*** Opening Input data ***
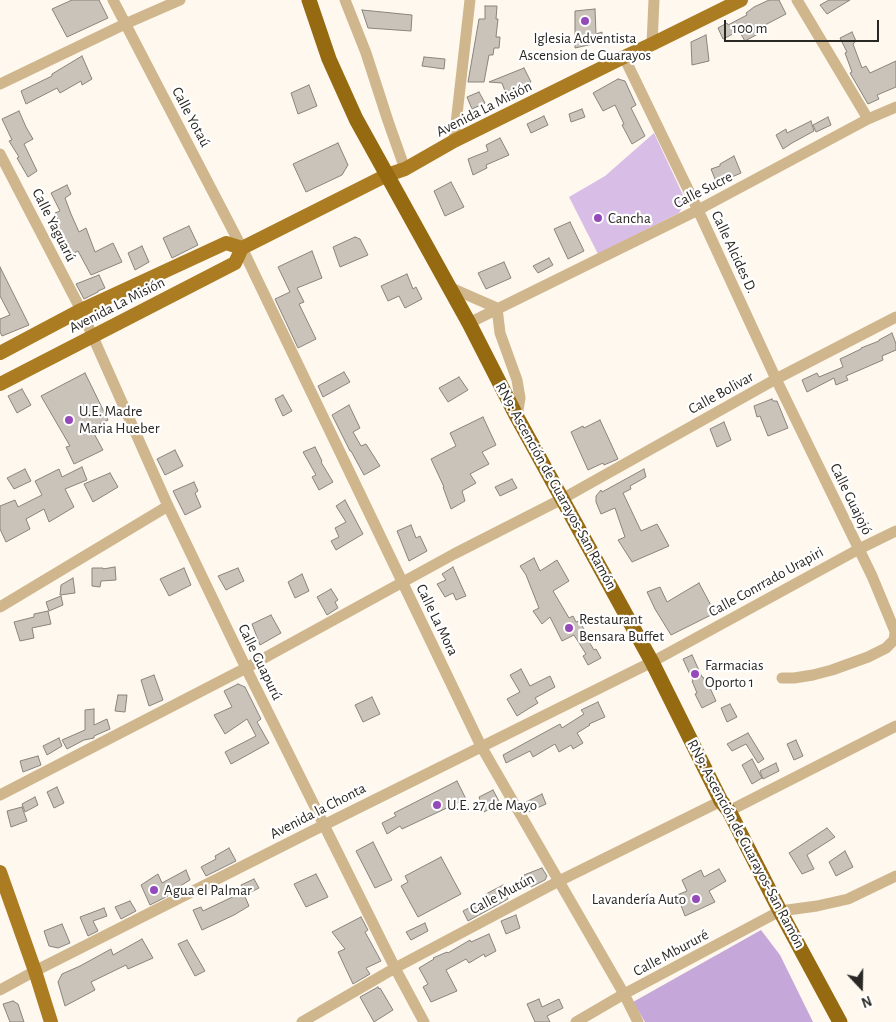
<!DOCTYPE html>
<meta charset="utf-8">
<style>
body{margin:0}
#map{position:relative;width:896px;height:1022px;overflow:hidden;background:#fef8ef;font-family:"Alegreya Sans",sans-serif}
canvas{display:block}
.north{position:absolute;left:836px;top:962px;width:50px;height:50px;-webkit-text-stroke:4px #fff;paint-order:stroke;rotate:159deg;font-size:14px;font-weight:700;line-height:20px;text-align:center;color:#2a2824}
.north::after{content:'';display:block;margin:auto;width:18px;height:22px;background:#2a2824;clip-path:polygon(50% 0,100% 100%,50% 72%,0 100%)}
.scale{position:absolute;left:724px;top:20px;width:155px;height:22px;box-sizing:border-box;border:2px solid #2a2824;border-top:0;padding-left:6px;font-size:15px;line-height:18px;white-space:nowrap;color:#2a2824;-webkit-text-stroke:4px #fff;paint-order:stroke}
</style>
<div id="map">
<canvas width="896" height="1022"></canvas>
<div class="north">N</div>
<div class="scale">100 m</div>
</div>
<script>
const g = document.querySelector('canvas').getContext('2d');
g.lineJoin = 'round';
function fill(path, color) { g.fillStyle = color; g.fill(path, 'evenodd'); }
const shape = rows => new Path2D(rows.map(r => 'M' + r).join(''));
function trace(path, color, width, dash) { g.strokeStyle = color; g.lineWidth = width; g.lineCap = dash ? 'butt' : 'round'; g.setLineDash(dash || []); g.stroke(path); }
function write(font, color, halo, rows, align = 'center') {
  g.font = font + ' "Alegreya Sans",sans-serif'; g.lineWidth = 4.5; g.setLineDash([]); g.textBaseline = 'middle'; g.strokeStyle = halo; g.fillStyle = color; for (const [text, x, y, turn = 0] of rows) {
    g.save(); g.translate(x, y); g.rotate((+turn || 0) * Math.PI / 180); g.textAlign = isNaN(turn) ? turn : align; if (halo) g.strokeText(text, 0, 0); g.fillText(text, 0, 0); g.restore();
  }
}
const green = shape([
 [654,133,683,195,684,201,683,206,679,213,598,254,569,197,605,176]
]);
const forest = shape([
 [761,930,780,955,813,1022,645,1022,633,1002]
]);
const building = shape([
 [72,0,99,0,108,18,67,37,52,9,72,0],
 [769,0,779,0,786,14,765,25,767,29,745,41,739,31,723,39,718,28,727,23,728,25,747,15,746,13,754,7,769,0],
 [829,0,850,0,827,14,820,5,829,0],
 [485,6,497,6,496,19,498,19,496,37,500,37,499,48,494,48,493,55,489,55,484,82,468,82,479,19,485,19,485,6],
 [595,9,596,34,602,32,602,42,575,48,575,11,595,9],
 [362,10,412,15,411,31,368,28,362,10],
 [852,32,856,41,853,44,862,68,866,66,870,73,896,61,896,87,877,95,879,99,868,104,850,73,852,72,845,53,847,52,840,38,852,32],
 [706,35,709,61,692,65,691,42,706,35],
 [82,56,92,79,82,85,81,81,60,93,57,88,26,104,21,91,52,76,52,74,82,56],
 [424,57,445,59,444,69,422,66,424,57],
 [524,68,531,82,506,94,502,83,489,82,524,68],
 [618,79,625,81,636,105,631,108,645,136,632,144,622,125,624,124,615,105,603,111,593,93,618,79],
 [309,85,317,106,298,114,291,93,309,85],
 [479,92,485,103,472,109,467,97,479,92],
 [582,109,585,117,571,122,569,114,582,109],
 [19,111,26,127,33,139,24,144,37,171,28,177,17,158,19,157,9,141,12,140,2,119,19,111],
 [544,116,548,125,531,133,527,124,544,116],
 [828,117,831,125,816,132,813,125,828,117],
 [811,121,814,131,792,143,783,149,776,135,786,129,787,133,811,121],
 [500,138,509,155,486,165,487,168,473,175,468,159,488,151,486,145,500,138],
 [338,143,348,165,342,175,306,192,293,164,338,143],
 [734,156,741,173,725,180,726,181,717,184,711,169,720,166,720,164,734,156],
 [451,182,464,207,445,216,434,191,451,182],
 [67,185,71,194,65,198,71,214,79,232,86,228,95,252,113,243,122,262,91,275,78,251,65,258,57,243,63,239,54,223,58,221,55,213,60,211,51,193,67,185],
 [570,222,584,251,568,259,554,229,570,222],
 [189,226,198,245,172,258,163,238,189,226],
 [355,237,360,239,368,255,340,267,333,247,355,237],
 [142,246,149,262,135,270,128,253,142,246],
 [312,251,322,278,297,288,304,302,299,304,316,339,298,348,275,299,290,292,278,267,312,251],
 [549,258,553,265,538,273,533,266,549,258],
 [504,262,511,278,486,289,478,273,504,262],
 [0,267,29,325,2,336,0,332,0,319,10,315,0,296,0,267],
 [407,274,413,289,416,287,422,299,405,308,399,296,388,301,381,286,407,274],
 [99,275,105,288,98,291,98,292,84,299,76,284,99,275],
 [892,333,896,344,896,350,882,356,883,360,846,376,848,380,836,385,834,378,807,392,802,380,817,373,819,377,843,367,840,359,861,349,861,348,879,341,879,340,892,333],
 [344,372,350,382,323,397,318,386,344,372],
 [85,373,108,420,91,428,103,450,74,464,66,447,70,446,41,396,85,373],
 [459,377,468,390,448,402,439,388,459,377],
 [22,389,31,405,17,413,8,396,22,389],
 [283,395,292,411,283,416,275,399,283,395],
 [772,399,773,401,777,401,788,428,768,436,760,416,757,417,754,406,772,399],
 [349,405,360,428,353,432,361,446,366,444,380,466,364,475,351,451,350,451,332,415,349,405],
 [483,417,496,445,482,452,489,464,470,474,476,483,462,491,465,501,451,509,443,487,444,487,431,459,456,446,450,433,483,417],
 [600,420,618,459,604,465,603,463,588,470,571,432,583,426,584,428,600,420],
 [724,422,731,440,717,447,710,429,724,422],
 [315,447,322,461,321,462,333,482,319,490,312,477,316,475,303,452,315,447],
 [175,450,183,466,165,475,157,459,175,450],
 [82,467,87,480,65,489,74,507,49,522,44,509,26,519,30,529,6,542,0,529,0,506,15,500,18,507,42,495,35,481,59,469,62,477,82,467],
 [25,469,31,481,14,489,7,478,25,469],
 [644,469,646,477,630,486,631,489,623,493,641,531,657,524,669,546,632,562,618,540,625,537,615,508,601,514,596,502,596,496,601,490,602,492,644,469],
 [110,473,118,487,93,502,84,484,110,473],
 [512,479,517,488,500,496,495,487,512,479],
 [194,482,198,491,195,493,201,507,185,515,173,491,194,482],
 [345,500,363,534,336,550,331,541,339,537,335,528,346,522,336,506,345,500],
 [411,525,416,538,420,536,427,551,409,561,397,531,411,525],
 [534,558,540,571,557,560,569,581,553,591,569,618,573,616,576,622,579,621,584,629,582,630,594,650,596,649,601,658,588,665,583,656,586,654,574,635,562,641,550,617,542,624,533,611,539,608,526,575,520,566,534,558],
 [115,567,116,580,101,581,100,587,92,586,92,568,103,568,103,569,115,567],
 [453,567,466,596,456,600,453,593,445,597,437,584,446,580,442,574,453,567],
 [184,568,191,585,169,596,160,579,184,568],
 [238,568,244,581,226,590,218,576,238,568],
 [302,574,309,591,295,598,288,582,302,574],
 [73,578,75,593,60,595,61,585,73,578],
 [699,583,715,613,671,635,655,609,647,592,660,587,667,602,699,583],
 [331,589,338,600,335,602,338,608,327,615,317,597,331,589],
 [61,596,63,605,49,611,46,602,61,596],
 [48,611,51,624,32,628,34,638,20,641,14,622,34,617,34,614,48,611],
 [271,615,281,633,260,645,252,624,271,615],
 [692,655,702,677,703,677,708,688,710,688,716,701,702,708,695,694,697,693,692,681,693,681,683,659,692,655],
 [521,669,530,686,550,676,555,687,535,698,538,703,528,709,517,716,507,699,520,692,510,675,521,669],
 [154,675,163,700,149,706,141,680,154,675],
 [238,684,245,687,261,719,257,722,269,743,231,764,225,752,256,736,247,719,225,734,214,715,232,707,224,691,238,684],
 [118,695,127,695,125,712,115,711,118,695],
 [372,697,380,714,363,722,355,705,372,697],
 [598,702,605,717,589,724,590,725,577,733,583,743,573,749,571,745,559,752,555,744,533,757,530,751,506,763,503,755,560,724,562,728,584,714,581,710,598,702],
 [730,704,737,717,727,722,721,708,730,704],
 [94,709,94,725,107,719,110,729,94,736,94,738,84,740,67,749,62,740,85,730,85,710,94,709],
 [748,733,764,759,758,763,746,744,732,751,727,744,748,733],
 [59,738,62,746,47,755,43,746,59,738],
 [796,740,803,756,794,760,787,744,796,740],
 [38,756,41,765,23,772,20,761,38,756],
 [752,759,762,778,752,784,742,765,752,759],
 [776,763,779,771,763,779,760,771,776,763],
 [457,781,466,799,402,829,400,826,387,834,382,823,396,816,394,813,457,781],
 [57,787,64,803,54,808,47,792,57,787],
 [493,790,500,803,484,812,479,797,493,790],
 [542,794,546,804,528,812,524,803,542,794],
 [35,797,38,805,25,812,22,804,35,797],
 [22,807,27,821,11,827,7,811,22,807],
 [827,828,835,837,807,855,814,869,802,874,789,853,827,828],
 [373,842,392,880,375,888,356,851,373,842],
 [229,848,236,861,206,876,201,867,216,859,215,856,229,848],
 [845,851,853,867,836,876,829,862,845,851],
 [441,857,461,894,418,917,401,886,408,882,405,876,441,857],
 [542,868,547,876,545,880,531,887,524,875,542,868],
 [719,869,726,881,709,891,715,902,685,916,677,895,687,891,682,880,701,870,704,877,719,869],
 [186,870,190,880,167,894,168,896,150,905,141,885,158,874,162,883,186,870],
 [316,874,328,897,306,907,294,884,316,874],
 [254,879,259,888,245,895,241,885,254,879],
 [503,885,508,899,468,921,463,911,486,899,484,895,503,885],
 [243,892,249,906,234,915,202,930,193,910,201,907,203,911,243,892],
 [130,901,136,911,121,919,115,907,130,901],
 [104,908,107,916,93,921,98,931,88,936,80,917,104,908],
 [516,915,520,928,506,934,501,921,516,915],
 [361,917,368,930,365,932,381,961,366,968,370,974,353,984,338,952,345,949,332,932,361,917],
 [425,923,428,931,411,940,406,932,425,923],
 [62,924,70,943,58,948,49,946,44,931,62,924],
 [489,934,496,951,485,957,484,954,469,963,466,959,446,970,457,991,431,1002,423,987,428,984,419,968,434,959,433,958,447,952,448,953,470,940,471,942,489,934],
 [142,939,153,958,128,969,126,965,91,982,95,990,65,1006,58,982,62,974,80,966,111,949,113,955,142,939],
 [187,940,205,971,195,976,178,944,187,940],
 [378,987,379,989,380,988,393,1010,374,1022,360,997,378,987],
 [539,999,542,1007,559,999,563,1008,547,1016,550,1022,535,1022,527,1004,539,999],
 [13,1001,18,1004,24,1022,10,1022,3,1004,13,1001]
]);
const minor = shape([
 [113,0,242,248,481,746,624,994,638,1022],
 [345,0,366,53,388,121,405,169],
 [797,0,868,119],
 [652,44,654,0],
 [624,57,698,210,776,379,872,576,896,634],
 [0,84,125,24,180,0],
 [454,141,470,0],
 [0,154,81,310,168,506,246,668,395,968,424,1022],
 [449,287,497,308,500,333,517,380,520,398,517,417],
 [469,323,698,210,868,119,896,107],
 [0,607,168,506],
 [782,678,794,678,813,675,832,670,868,657,886,648,894,640,895,633],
 [0,795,246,668,454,554,562,499,776,379,896,317],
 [729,811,896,726],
 [0,990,35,971,324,825,652,662,859,549,896,531],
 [302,1022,395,968,559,881,721,801],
 [576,1022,624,994,780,911,817,906,848,899,896,876]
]);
const major = shape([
 [0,353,81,310,226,243,242,248],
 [0,384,235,263,242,248,387,175,405,169,454,141,624,57,652,44,741,0],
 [0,872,35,971,51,1022]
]);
const highway = shape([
 [309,0,329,59,356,119,469,323,517,417,652,662,721,801,729,811,780,911,840,1022]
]);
const markers = [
 [585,21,5,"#9549bb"],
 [598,218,5,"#9549bb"],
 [69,420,5,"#9549bb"],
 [569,628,5,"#9549bb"],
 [695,674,5,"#9549bb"],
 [437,805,5,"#9549bb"],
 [154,890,5,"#9549bb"],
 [696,899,5,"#9549bb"]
];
const poiNames = [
 ["Iglesia Adventista",585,38,"center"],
 ["Ascension de Guarayos",585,55,"center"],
 ["Cancha",608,218],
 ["U.E. Madre",79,411],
 ["Maria Hueber",79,428],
 ["Restaurant",579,619],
 ["Bensara Buffet",579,636],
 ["Farmacias",705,665],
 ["Oporto 1",705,682],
 ["U.E. 27 de Mayo",447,805],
 ["Agua el Palmar",164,890],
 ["Lavandería Auto",686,899,"right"]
];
const streetNames = [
 ["Avenida La Misión",484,109,-27],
 ["Calle Yotaú",191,117,62],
 ["Calle Sucre",703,190,-27],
 ["Calle Yaguarú",54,225,63],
 ["Calle Alcides D.",734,252,65],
 ["Avenida La Misión",117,305,-27],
 ["Calle Bolivar",721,393,-29],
 ["RN9: Ascención de Guarayos-San Ramón",556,486,61],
 ["Calle Guajojó",851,499,64],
 ["Calle Conrrado Urapiri",766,582,-29],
 ["Calle La Mora",437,620,64],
 ["Calle Guapurú",260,662,64],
 ["Avenida la Chonta",318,811,-27],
 ["RN9: Ascención de Guarayos-San Ramón",746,844,62],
 ["Calle Mutún",502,894,-28],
 ["Calle Mbururé",671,953,-28]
];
fill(green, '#d8bee7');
fill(forest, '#c6a7d9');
fill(building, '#c9c3ba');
trace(building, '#89847c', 1);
trace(minor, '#d0b68d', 11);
trace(major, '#ab7c21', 14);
trace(highway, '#956a10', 15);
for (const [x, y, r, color] of markers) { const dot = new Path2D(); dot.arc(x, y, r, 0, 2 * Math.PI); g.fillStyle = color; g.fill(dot); trace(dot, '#fff', 2); }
write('15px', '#2a2824', '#fff', poiNames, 'left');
write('15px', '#2a2824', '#fff', streetNames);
</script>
*** Closing Input data ***
Exercise details = For the records above, state how many lines contain the string "lineWidth", with no added text.

Your response = 2